(Problem to work on)
Search the listing for the string "solid" and copy every line that contains it.
------
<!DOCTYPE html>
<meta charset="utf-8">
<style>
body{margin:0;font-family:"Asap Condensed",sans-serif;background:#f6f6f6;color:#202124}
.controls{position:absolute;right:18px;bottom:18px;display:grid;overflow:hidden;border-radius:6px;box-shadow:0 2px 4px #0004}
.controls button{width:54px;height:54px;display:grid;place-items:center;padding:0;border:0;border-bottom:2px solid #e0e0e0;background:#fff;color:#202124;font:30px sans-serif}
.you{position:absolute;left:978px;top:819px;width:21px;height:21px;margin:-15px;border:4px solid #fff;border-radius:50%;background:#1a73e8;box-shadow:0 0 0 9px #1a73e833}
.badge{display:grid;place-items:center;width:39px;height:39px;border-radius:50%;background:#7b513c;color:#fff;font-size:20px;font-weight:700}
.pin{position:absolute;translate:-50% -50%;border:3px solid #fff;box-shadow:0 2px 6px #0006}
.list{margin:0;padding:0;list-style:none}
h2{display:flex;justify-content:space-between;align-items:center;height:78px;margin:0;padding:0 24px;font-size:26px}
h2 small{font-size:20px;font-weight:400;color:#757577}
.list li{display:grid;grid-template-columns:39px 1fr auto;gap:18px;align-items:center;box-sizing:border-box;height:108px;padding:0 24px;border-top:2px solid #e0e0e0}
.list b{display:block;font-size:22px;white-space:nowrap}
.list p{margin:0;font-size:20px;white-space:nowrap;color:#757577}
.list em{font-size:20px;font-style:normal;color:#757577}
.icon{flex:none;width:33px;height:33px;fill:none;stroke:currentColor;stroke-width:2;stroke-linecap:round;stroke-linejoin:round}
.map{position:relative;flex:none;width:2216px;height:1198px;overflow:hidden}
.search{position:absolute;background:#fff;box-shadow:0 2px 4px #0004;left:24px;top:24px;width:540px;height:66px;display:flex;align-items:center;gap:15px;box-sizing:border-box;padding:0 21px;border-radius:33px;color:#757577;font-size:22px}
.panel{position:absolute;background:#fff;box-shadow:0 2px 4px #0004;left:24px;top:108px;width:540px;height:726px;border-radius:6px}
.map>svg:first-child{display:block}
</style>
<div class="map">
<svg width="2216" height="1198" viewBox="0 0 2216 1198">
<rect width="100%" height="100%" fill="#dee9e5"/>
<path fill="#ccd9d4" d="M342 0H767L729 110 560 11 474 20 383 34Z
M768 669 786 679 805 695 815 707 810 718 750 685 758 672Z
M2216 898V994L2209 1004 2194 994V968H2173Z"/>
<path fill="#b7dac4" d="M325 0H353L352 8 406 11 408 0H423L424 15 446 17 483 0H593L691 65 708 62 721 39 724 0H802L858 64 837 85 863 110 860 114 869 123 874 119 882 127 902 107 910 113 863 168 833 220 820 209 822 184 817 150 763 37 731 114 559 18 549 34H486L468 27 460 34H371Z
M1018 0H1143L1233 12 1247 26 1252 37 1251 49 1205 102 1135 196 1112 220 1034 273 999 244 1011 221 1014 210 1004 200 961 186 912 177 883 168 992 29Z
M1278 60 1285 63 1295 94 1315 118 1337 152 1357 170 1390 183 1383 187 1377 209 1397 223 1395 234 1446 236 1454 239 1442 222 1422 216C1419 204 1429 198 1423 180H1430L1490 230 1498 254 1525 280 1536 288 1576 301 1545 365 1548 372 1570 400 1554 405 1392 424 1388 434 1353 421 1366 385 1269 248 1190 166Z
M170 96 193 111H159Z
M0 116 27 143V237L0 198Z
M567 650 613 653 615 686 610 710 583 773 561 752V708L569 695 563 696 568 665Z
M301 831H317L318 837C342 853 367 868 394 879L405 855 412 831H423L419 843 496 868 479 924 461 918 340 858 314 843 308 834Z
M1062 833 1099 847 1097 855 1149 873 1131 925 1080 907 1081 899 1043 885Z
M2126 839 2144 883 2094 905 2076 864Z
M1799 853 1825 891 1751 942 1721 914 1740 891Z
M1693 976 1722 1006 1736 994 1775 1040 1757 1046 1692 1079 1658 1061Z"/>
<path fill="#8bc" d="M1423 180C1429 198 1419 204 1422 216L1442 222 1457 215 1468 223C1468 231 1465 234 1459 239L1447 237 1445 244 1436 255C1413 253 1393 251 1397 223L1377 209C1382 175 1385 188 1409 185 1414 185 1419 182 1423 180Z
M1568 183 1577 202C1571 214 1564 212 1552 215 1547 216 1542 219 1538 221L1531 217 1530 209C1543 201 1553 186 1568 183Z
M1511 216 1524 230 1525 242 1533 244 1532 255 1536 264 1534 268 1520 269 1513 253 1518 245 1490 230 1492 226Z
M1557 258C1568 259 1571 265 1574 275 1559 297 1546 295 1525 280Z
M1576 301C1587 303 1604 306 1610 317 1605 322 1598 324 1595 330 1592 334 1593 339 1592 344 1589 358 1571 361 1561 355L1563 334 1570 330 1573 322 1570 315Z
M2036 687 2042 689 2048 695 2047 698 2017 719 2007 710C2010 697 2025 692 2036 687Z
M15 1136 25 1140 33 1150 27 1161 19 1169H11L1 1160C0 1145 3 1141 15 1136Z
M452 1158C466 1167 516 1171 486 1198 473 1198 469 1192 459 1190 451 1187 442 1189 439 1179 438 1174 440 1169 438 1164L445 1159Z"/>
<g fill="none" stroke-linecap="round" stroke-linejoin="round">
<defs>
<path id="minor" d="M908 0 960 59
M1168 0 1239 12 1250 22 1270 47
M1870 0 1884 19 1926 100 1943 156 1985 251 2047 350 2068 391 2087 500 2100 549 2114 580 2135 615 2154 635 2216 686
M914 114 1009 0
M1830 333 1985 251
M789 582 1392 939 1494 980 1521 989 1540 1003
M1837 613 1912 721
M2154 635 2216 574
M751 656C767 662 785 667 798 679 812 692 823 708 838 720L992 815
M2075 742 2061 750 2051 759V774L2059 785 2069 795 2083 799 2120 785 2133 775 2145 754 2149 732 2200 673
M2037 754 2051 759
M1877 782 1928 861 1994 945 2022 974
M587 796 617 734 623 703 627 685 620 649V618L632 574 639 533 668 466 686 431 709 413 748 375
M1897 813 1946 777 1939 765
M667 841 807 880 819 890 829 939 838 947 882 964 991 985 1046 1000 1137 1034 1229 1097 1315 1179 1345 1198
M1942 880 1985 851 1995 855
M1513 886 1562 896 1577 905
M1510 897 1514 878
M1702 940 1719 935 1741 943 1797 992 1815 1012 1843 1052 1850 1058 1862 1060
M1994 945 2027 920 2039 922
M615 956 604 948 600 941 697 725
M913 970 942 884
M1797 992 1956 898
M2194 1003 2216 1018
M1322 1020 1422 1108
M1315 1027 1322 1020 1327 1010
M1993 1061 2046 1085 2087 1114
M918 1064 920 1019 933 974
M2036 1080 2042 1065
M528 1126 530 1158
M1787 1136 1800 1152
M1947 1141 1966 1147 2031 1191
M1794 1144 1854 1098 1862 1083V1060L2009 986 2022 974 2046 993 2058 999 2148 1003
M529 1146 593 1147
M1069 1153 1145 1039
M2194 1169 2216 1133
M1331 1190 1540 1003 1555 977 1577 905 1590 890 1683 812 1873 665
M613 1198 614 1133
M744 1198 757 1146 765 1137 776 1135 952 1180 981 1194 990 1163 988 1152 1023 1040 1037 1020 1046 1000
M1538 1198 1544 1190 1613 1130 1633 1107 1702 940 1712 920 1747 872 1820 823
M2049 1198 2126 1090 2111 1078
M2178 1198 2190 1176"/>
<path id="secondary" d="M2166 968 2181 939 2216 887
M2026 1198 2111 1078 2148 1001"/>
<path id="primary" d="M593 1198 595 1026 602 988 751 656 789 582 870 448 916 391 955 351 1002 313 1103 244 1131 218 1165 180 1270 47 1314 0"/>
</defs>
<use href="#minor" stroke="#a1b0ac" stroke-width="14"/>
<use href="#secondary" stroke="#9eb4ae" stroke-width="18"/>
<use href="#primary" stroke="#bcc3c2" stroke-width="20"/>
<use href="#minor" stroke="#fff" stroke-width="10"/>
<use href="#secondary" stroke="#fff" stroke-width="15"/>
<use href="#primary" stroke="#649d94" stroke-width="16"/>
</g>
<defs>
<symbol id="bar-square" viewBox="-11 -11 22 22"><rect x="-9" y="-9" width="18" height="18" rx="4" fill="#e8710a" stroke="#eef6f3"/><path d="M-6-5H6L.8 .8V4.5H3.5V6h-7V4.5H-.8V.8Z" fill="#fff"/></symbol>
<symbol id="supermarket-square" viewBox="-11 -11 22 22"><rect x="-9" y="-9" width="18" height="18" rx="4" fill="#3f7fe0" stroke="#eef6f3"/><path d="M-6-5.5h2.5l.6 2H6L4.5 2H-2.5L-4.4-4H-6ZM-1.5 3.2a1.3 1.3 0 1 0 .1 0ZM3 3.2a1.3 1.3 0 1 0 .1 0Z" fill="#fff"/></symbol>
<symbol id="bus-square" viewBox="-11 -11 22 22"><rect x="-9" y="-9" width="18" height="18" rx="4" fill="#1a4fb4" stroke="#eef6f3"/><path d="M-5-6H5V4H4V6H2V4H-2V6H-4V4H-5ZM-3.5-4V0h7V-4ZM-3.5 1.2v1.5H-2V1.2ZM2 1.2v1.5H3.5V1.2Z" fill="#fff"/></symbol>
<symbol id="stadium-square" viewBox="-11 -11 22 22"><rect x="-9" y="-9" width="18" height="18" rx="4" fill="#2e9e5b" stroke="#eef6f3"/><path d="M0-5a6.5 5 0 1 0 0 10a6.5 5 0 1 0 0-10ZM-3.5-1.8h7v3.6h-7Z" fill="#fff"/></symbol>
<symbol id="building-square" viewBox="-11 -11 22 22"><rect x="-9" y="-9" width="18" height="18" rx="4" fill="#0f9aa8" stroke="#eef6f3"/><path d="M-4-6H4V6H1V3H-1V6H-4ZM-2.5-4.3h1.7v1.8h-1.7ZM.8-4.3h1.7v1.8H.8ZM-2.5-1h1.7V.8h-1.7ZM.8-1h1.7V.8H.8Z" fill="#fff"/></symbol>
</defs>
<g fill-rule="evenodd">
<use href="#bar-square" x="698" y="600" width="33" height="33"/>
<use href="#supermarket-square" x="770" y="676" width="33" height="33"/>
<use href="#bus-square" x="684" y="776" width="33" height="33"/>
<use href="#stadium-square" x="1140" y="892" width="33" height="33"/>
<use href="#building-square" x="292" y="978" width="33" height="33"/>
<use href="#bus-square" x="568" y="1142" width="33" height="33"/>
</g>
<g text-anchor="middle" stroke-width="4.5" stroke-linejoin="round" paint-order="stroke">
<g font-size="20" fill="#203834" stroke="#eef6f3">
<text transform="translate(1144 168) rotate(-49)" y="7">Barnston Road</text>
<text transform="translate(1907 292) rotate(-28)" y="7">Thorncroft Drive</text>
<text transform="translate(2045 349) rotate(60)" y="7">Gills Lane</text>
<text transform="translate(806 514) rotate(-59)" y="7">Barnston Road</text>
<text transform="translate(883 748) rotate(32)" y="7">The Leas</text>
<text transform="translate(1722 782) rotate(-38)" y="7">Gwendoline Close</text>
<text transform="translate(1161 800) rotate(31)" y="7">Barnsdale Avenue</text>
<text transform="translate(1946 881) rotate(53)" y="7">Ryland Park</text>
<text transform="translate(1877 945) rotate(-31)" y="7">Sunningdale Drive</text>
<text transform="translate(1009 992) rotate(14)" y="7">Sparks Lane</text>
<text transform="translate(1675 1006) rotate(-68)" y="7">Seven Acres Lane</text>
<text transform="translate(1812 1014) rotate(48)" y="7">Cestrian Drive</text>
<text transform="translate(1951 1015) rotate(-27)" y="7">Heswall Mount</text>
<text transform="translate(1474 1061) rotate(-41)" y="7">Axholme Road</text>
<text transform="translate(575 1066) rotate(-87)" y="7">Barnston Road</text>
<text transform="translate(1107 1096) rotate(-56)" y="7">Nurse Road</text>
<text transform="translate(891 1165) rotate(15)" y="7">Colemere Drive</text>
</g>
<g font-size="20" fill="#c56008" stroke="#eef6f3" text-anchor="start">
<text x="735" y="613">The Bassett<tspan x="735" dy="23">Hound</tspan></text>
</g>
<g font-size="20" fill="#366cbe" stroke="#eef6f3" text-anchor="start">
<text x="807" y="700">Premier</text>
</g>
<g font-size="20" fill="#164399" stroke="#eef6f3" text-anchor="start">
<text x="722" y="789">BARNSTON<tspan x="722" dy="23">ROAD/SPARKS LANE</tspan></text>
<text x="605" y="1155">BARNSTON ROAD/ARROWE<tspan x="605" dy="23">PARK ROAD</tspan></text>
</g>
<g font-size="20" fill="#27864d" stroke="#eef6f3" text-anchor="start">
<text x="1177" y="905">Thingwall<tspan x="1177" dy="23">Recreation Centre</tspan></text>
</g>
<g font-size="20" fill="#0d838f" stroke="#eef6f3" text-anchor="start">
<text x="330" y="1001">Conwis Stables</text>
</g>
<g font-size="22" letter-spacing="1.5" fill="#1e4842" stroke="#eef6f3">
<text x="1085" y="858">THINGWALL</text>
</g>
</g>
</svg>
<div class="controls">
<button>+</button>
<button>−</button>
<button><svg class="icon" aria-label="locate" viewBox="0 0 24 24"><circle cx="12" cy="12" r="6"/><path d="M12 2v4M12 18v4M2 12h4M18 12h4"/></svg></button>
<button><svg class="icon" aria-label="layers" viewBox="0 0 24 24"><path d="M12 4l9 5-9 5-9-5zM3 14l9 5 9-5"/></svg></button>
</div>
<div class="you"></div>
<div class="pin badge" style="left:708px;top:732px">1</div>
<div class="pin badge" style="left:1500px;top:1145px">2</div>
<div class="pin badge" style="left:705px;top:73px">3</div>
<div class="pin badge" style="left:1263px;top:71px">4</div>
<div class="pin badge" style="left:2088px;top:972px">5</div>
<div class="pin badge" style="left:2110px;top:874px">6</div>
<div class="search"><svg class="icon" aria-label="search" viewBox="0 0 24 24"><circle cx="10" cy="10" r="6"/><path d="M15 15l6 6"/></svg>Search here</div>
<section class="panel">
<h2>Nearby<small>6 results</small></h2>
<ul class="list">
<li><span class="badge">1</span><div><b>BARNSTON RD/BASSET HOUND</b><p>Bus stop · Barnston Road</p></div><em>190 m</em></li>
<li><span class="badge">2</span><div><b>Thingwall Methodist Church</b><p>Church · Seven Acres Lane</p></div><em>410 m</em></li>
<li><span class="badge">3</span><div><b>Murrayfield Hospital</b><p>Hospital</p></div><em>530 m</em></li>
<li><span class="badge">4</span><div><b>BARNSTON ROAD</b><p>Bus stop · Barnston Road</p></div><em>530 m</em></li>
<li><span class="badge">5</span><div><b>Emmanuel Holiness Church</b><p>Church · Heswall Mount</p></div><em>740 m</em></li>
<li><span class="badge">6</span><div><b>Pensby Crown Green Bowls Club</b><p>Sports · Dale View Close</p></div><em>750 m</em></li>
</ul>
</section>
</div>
------
(Exercise result)
.controls button{width:54px;height:54px;display:grid;place-items:center;padding:0;border:0;border-bottom:2px solid #e0e0e0;background:#fff;color:#202124;font:30px sans-serif}
.you{position:absolute;left:978px;top:819px;width:21px;height:21px;margin:-15px;border:4px solid #fff;border-radius:50%;background:#1a73e8;box-shadow:0 0 0 9px #1a73e833}
.pin{position:absolute;translate:-50% -50%;border:3px solid #fff;box-shadow:0 2px 6px #0006}
.list li{display:grid;grid-template-columns:39px 1fr auto;gap:18px;align-items:center;box-sizing:border-box;height:108px;padding:0 24px;border-top:2px solid #e0e0e0}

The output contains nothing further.